Understanding MapReduce in CouchDB

PCQ Bureau
New Update

Author: Hrishikesh Dewan. He works for Siemens and is a PhD student at the Dept of CSA, IISc, Bangalore.


In the last two articles we focused on the organization of data in the form of B+Trees in a CouchDB installation. In this issue, we will see how to query the data. Most cloud storage solutions provides a new distributed and parallel data processing programming framework popularized by Google known as MapReduce. Map and Reduce are two independent functions and work in stages. Map functions are executed first and then the Reduce function works on the output of the map. The concept of MapReduce however is not new and there are several different variations of MapReduce that existed before. In fact there is a large debate in the DBMS world in this aspect after Google was awarded the patent by USPTO (Unites States Patent and Trademark Office) for this framework. Originally the map and reduce functions are designed in a language called Lisp (List Processing System), a language used mostly in the design of Artificial Intelligence application). However, the functions defined in Lisps and in MapReduce are different.

Applies to:

Cloud developers

USP:Learn the essentials of CouchDB for building scalable apps

Related Articles: CouchDB Part 1:; CouchDB Part 2:

Search Engine Keywords: couchdb


Introducing MapReduce

The essence of the MapReduce is that it is applicable in solving a large number of problem statements effectively. The original paper on MapReduce cited examples of distributed grep, url link count, distributed sort and many others. And until recently, there are a number of applications where Map-reduce is being used in varied environments such as in multi-core processors, GPU's etc to solve problems in statistical, analytical, machine learning and social web applications.

The Map function


In MapReduce there are essentially two important functions-Map and Reduce Apart from the core Map and Reduce functions, there are other functions that are involved in creating a perfect data analysis output. The entire sequence of MapReduce executes in stages and the input of each stage is the output of the next stage. The input to the map function is generally an input practitioner which divides the input to chunks and each chunk is provided to a Map function. The map function is a single routine and each such routine is independent of other such map functions.
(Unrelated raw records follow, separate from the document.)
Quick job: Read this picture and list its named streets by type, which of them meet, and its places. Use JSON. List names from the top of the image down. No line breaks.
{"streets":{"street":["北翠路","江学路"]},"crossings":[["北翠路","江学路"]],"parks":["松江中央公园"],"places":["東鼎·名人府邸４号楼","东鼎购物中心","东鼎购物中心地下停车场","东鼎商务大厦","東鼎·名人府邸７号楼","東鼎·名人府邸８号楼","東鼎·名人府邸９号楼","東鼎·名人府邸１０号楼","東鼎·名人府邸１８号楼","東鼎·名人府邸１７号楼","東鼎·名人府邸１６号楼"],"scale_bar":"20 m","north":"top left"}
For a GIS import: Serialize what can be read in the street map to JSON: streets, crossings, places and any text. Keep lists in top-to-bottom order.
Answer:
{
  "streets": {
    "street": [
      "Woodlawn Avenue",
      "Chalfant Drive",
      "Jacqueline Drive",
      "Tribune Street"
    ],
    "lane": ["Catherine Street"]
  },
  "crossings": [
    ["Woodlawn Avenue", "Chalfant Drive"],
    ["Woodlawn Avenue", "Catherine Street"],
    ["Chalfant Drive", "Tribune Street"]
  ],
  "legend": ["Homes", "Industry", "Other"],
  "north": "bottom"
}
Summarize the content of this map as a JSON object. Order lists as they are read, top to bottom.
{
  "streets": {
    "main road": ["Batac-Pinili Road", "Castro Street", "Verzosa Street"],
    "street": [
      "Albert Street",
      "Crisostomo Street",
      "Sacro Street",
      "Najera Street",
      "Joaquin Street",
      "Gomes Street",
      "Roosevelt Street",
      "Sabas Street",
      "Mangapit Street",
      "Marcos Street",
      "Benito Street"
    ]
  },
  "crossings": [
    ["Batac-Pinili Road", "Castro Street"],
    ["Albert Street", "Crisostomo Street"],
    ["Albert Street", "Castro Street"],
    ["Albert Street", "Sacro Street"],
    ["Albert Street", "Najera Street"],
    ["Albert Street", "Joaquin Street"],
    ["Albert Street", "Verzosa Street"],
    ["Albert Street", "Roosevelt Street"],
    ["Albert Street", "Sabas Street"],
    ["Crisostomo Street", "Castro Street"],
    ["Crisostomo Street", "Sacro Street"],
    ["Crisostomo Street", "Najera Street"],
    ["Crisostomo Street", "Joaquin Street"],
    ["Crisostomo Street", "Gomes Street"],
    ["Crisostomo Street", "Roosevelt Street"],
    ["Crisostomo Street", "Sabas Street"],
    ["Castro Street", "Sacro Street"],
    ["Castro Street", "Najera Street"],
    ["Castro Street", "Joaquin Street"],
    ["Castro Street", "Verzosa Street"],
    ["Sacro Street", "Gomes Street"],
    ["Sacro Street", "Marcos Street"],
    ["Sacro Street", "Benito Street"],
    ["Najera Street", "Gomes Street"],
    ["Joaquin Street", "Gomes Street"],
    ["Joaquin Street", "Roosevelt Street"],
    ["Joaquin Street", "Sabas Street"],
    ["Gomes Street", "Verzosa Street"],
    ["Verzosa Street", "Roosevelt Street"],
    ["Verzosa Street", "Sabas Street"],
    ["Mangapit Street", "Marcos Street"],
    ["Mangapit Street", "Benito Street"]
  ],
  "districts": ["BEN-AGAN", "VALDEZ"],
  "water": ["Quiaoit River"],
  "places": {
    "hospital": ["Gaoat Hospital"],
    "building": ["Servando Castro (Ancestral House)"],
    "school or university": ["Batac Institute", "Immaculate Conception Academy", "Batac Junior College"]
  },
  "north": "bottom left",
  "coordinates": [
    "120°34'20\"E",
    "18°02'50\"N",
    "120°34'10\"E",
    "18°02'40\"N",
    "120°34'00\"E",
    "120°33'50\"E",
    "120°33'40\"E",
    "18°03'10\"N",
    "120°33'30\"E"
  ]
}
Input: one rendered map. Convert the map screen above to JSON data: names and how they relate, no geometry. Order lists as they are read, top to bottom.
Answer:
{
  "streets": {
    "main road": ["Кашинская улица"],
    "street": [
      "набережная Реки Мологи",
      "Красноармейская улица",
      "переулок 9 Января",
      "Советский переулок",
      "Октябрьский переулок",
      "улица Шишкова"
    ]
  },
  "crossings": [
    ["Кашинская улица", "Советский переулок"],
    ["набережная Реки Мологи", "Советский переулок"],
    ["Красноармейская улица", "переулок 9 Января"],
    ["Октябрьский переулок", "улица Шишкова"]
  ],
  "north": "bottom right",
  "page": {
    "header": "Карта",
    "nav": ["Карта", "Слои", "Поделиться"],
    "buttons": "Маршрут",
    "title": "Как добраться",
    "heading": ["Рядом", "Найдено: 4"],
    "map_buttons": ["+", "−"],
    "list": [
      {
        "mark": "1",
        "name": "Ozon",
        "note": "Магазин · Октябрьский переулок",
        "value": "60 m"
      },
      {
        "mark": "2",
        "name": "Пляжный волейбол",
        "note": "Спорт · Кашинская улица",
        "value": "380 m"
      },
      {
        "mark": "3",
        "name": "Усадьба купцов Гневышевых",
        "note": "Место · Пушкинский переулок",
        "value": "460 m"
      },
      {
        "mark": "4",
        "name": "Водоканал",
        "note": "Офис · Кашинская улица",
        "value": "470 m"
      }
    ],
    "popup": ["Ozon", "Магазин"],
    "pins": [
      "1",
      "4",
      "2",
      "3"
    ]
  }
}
In a cluster of PC's where MapReduce is implemented, a scheduler is used to run Map functions in several different nodes. Thus each Map function is provided a unique chunk of data to deal with and process. The input to the map function is a key-value pair (k1,v1) and the output is also a key-value pair (m1,v1) or a collection of key-value pairs (list). As per the MapReduce specification, there needn't be a relation between the keys and values passed to the map function and its output. A simple example to illustrate a particular use case of map function along with the input partiotioner is the word count example. Let's say we have one thousand lines of text and you want to count the occurrence of each word in each line. In this case, a map function will take each line of text of the document and find the number of occurrence of each word in it. Clearly each line of the document in this problem statement is disjoint and has no relation to the other lines in the document. And the problem statement can also be easily be made to run in parallel. Also note the input and the output key-value pairs. The input key-value could be where as output is a list of . If we are to draw this step, Figure 1 would be the right illustration.

The Reduce function


The third stage in a map reduce function could be a sort or a combine function. A sort function sorts the output of the key-value pairs so generated. An intermediate partitioning function is also applied to aggregate keys of same type so that individual Reduce functions can act on it. Thus, based on the input and the intermediate partitioning function, there could be large number of reduce functions that run in parallel. The input to the reduce function is what the Map produced and the output of the Reduce could be single value or a list of values depending on the problem statement we are trying to solve. We can use the same example cited in the Map description to illustrate the Reduce function. In the example, we considered calculating the occurrence of words in each line of a text document. If we elevate this problem statement and now say that we are interested in knowing the occurrence of words in the entire text document, we need a reduce function. Each map runs in parallel and produces arbitrary output of list of key-value pairs. Therefore, we first need to sort them and put them in order. Based on the sorted output, the intermediate portioning function now will provide to each reduce function a group of key-value pairs which are same. For example, if the map functions produced , , , , then the two reduce functions will get and inputs. The Reduce functions, in this example, will aggregate the result and produce a new output in the form of and . Note that, to perform optimally, the input needs to be disjoint. Further, the reduce function may call yet another reduce and the recursion may go till we reach the finer level of granularity that we intend to achieve. Combining these steps with Figure 1, we have a complete illustration as in Figure 2. As a first glimpse, it looks like two cones attached together upside down.

Looking back

The above description seems trivial to understand and implement. But, there are some larger issues that need to be thought of before we seriously implement such a framework. In the design of distributed systems, dependability or the ability to witshand failures is an important criterion. We need to design schedulers that keeps tracks of jobs, have the ability to identify failed jobs and also re-start them in an another node when it fails. The original paper on MapReduce have solutions on these problems and in an open source implementation called Hadoop, a lot of these are put in place. Still, such issues in several context for example peer-peer is still an open issue for researchers to solve. Consequently, there is a large body of research that is going on in this respect. Note that in many use cases, as in our example of calculating the occurrence of words, a successful Map-Reduce function requires the entire set of map and reduce functions to be completed; partial output will bear no considerable meaning to the problem we are trying to solve.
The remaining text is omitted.